Another art exhibition which explores this relationship between maths and art is Kenneth Martin and Mary Martin Constructed Works which has just left Camden Arts Centre to go to Tate St Ives from Oct 6th-Jan 13th 2008 and then to Bexhill-on-Sea, De La Warr Pavillion from Jan 26-April 20th 2008. Sumi

Beautiful Young Minds

On Sunday 14th October, BBC2 screened a programme about the British Maths Olympiad team. I thought that it was an interesting and sensitive documentary. However, I feel that it was unfortunate that the two people who were focused on most closely, Jos and Daniel, were the ones who had the most social problems and who perhaps most fitted the cliched images of mathematicians that we have found to be so widespread within our research. I can’t imagine a documentary about a sports team showing the team members to be so weird and different. This was mathematician as Other, even for someone like me who was pretty geeky and into maths at school.

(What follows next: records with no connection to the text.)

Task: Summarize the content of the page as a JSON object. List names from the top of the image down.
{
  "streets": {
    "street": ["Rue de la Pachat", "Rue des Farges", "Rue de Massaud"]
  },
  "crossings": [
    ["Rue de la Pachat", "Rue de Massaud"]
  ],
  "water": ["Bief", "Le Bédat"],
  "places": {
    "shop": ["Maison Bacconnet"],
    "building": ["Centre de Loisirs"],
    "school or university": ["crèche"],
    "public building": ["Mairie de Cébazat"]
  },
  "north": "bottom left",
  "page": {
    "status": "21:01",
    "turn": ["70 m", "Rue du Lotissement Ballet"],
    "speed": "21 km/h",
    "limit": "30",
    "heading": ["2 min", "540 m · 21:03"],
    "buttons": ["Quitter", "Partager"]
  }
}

If you missed it you can see a few bits on youtube:

The clip where Saul wins his IMO medal and then complains about its shape: http://www.youtube.com/watch?v=BBZoVS-SOmY

The clip where British Chinese Cong rants against the Chinese: http://www.youtube.com/watch?v=lnoi9WJF6r0&mode=related&search=

Saul’s ‘Mr T style’ mock Olympiad question http://www.youtube.com/watch?v=LHTQgzpZl7I

There is also an interesting video review of the documentary called High Functioning Autism: http://www.youtube.com/watch?v=Y-XPLK3ptUo&mode=related&search

If you’re interested in responses to the show then there’s a good discussion here: http://www.digitalspy.co.uk/forums/showthread.php?t=677769, and Sam Wollaston’s Guardian review: http://blogs.guardian.co.uk/tv/2007/10/the_weekends_tv_beautiful_youn.html.

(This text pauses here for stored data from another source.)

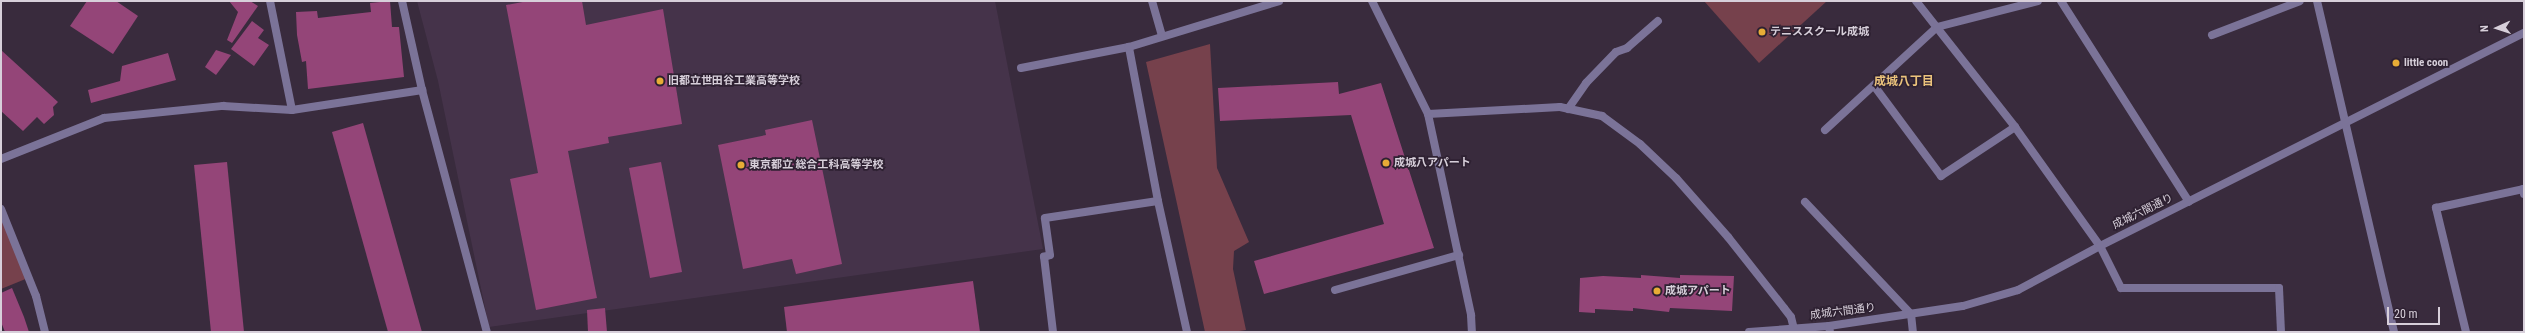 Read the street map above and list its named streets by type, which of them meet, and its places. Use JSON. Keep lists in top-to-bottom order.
{
  "streets": {
    "street": ["成城六間通り"]
  },
  "districts": ["成城八丁目"],
  "places": [
    "テニススクール成城",
    "little coon",
    "旧都立世田谷工業高等学校",
    "成城八アパート",
    "東京都立 総合工科高等学校",
    "成城アパート"
  ],
  "scale_bar": "20 m",
  "north": "left"
} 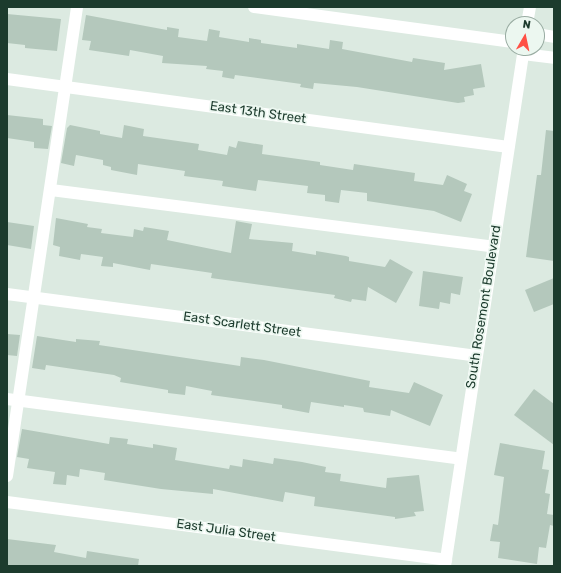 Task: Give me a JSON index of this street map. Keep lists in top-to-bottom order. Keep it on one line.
{"streets":{"street":["East 13th Street","South Rosemont Boulevard","East Scarlett Street","East Julia Street"]},"crossings":[["East 13th Street","South Rosemont Boulevard"],["South Rosemont Boulevard","East Scarlett Street"],["South Rosemont Boulevard","East Julia Street"]],"north":"top"}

I thought Jessica Holland’s article in the London paper was the best: http://www.thelondonpaper.com/cs/Satellite/london/tv/article/1157149325963?packedargs=suffix%3DArticleController. The next few paragraphs come from her:

Beautiful Young Minds is less interested in getting to the bottom of the links between number-crunching and autism, or the lack of women among top mathematicians (although it touches on both subjects), and more interested in showcasing how deeply weird the subjects seem.

The show’’s climactic “battle scenes” consist of people hunched over exam questions in silence for four hours, and the addition of CGI algebra floating across the screen doesn’t make it any more Karate Kid. The final IMO showdown simply involves a bigger room with more desks.

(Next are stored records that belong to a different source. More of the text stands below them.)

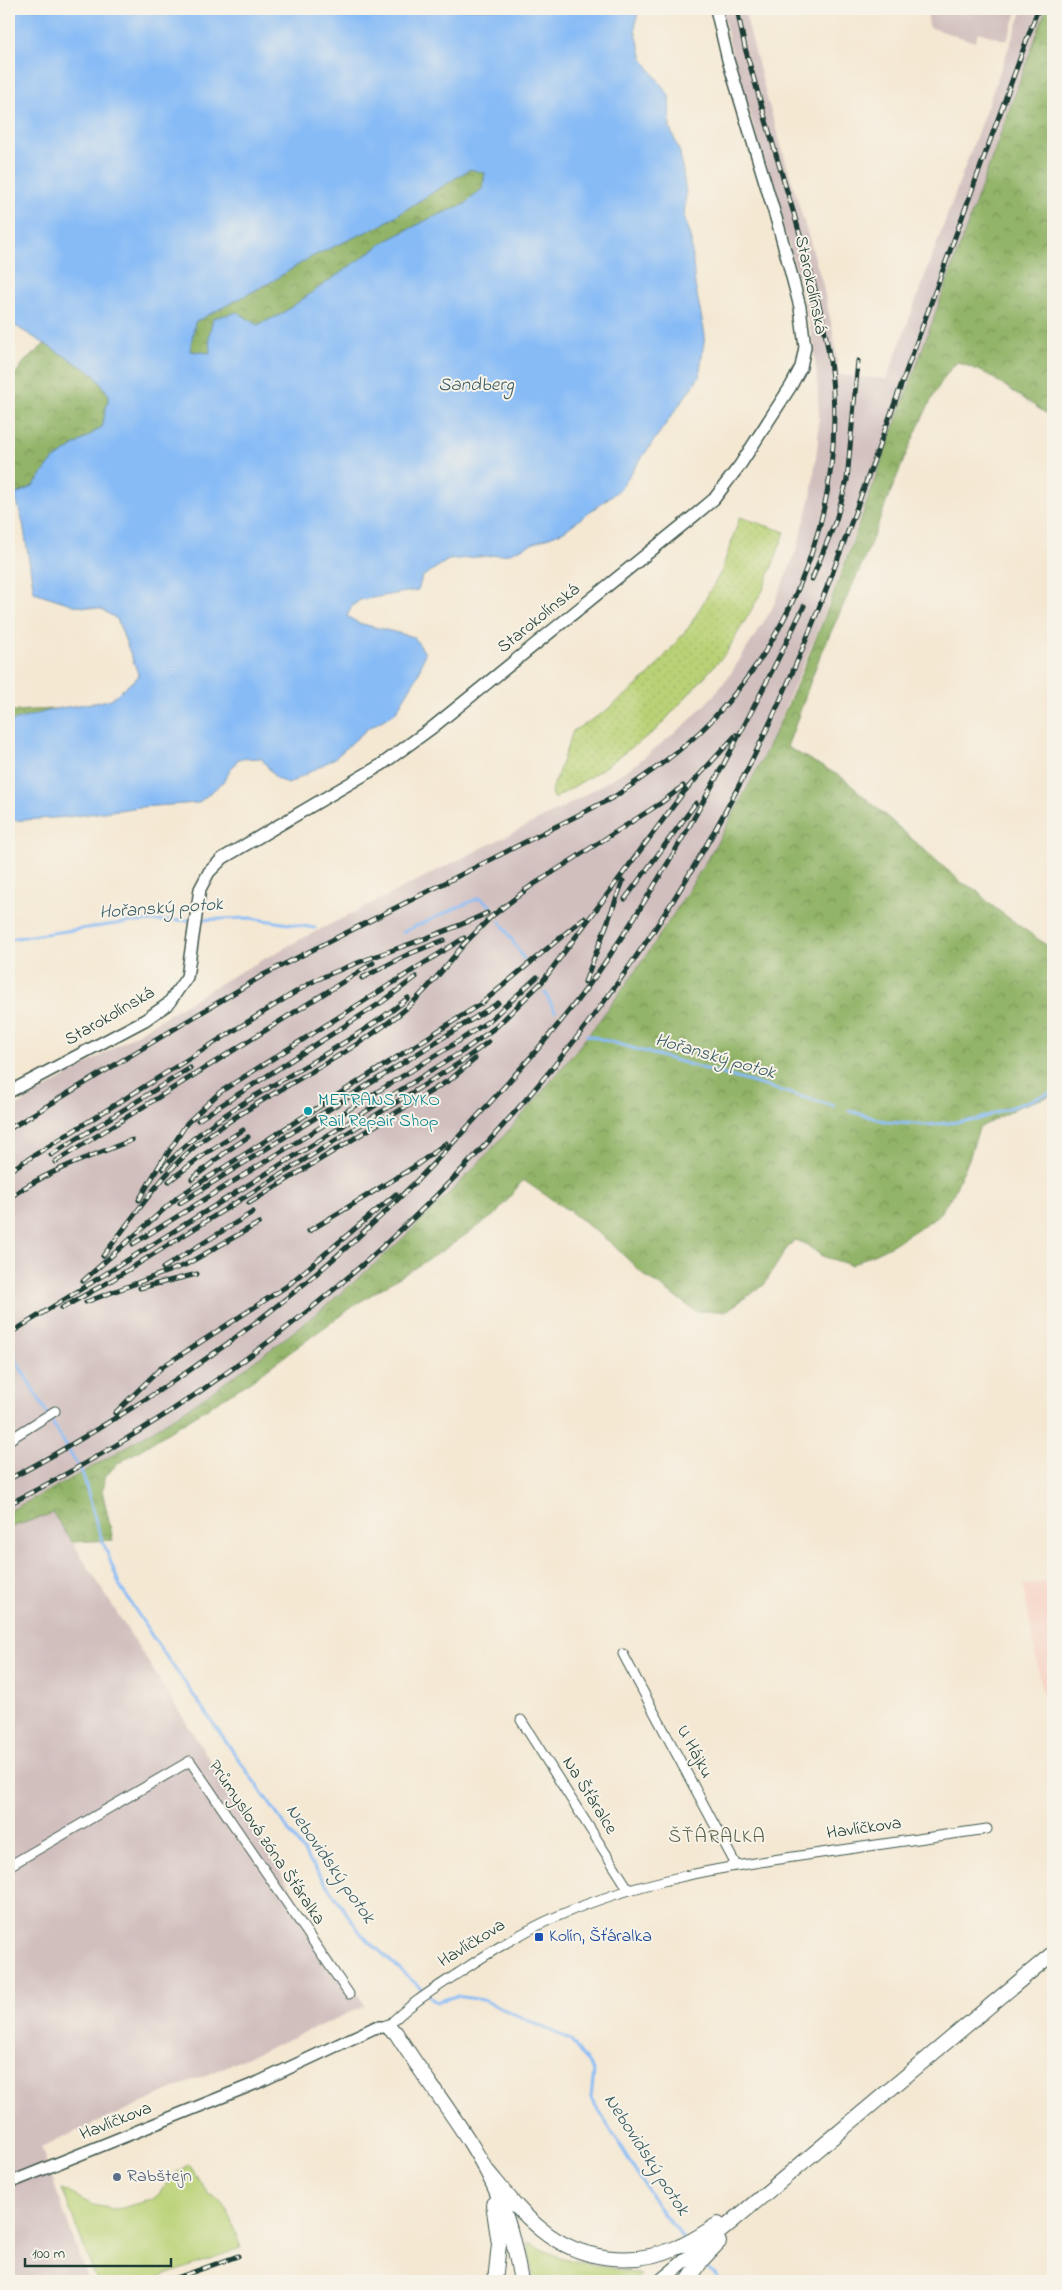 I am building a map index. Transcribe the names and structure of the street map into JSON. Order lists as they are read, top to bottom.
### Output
{
  "streets": {
    "street": [
      "Starokolínská",
      "U Hájku",
      "Na Šťáralce",
      "Havlíčkova",
      "Průmyslová zóna Šťáralka"
    ]
  },
  "crossings": [
    ["U Hájku", "Havlíčkova"],
    ["Na Šťáralce", "Havlíčkova"]
  ],
  "districts": ["ŠŤÁRALKA"],
  "water": ["Sandberg", "Hořanský potok", "Nebovidský potok"],
  "places": {
    "other": ["METRANS DYKO Rail Repair Shop", "Rabštejn"],
    "transit": ["Kolín, Šťáralka"]
  },
  "scale_bar": "100 m"
}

Admittedly, Jos, Daniel and another interviewee – who thinks that all Chinese people should be disintegrated and fed to mushrooms – are extreme cases. As another ISO mathlete wearily points out: “Not everyone here is a work-obsessed freak”. But that’s no fun. Most TV is there to make us feel good about something – if it’s not telling us that we can be awkward and introverted and still save the world and get the girl like Spider-Man, it’s there to say, “at least you’re not this strange”. If that’s this programme’s aim, then mission accomplished.

Heather

Popular gambling and mathematics

Since joining the project I keep seeing maths in popular culture too. A pastime which is ever-present in British culture is gambling, whether it is fruit machines in the pub, card games or roulette at the casino, betting on the horses, or the football pools, gambling is every where. It has never really occurred to me how many of these popular games involve mathematics, but of course many involve calculations of probability. But do they all- or are some completely unpredictable chance while and others involve different levels of skill, knowledge and calculation? I know many gamblers argue that fruit machines involve some skill, but do they? My partner argues that Deal or No Deal the television game show, involves no skill and is complete chance but, as Heather has written about, one of the mathematics undergraduate interviewees in this research insisted that Deal or No Deal does involve mathematical calculation.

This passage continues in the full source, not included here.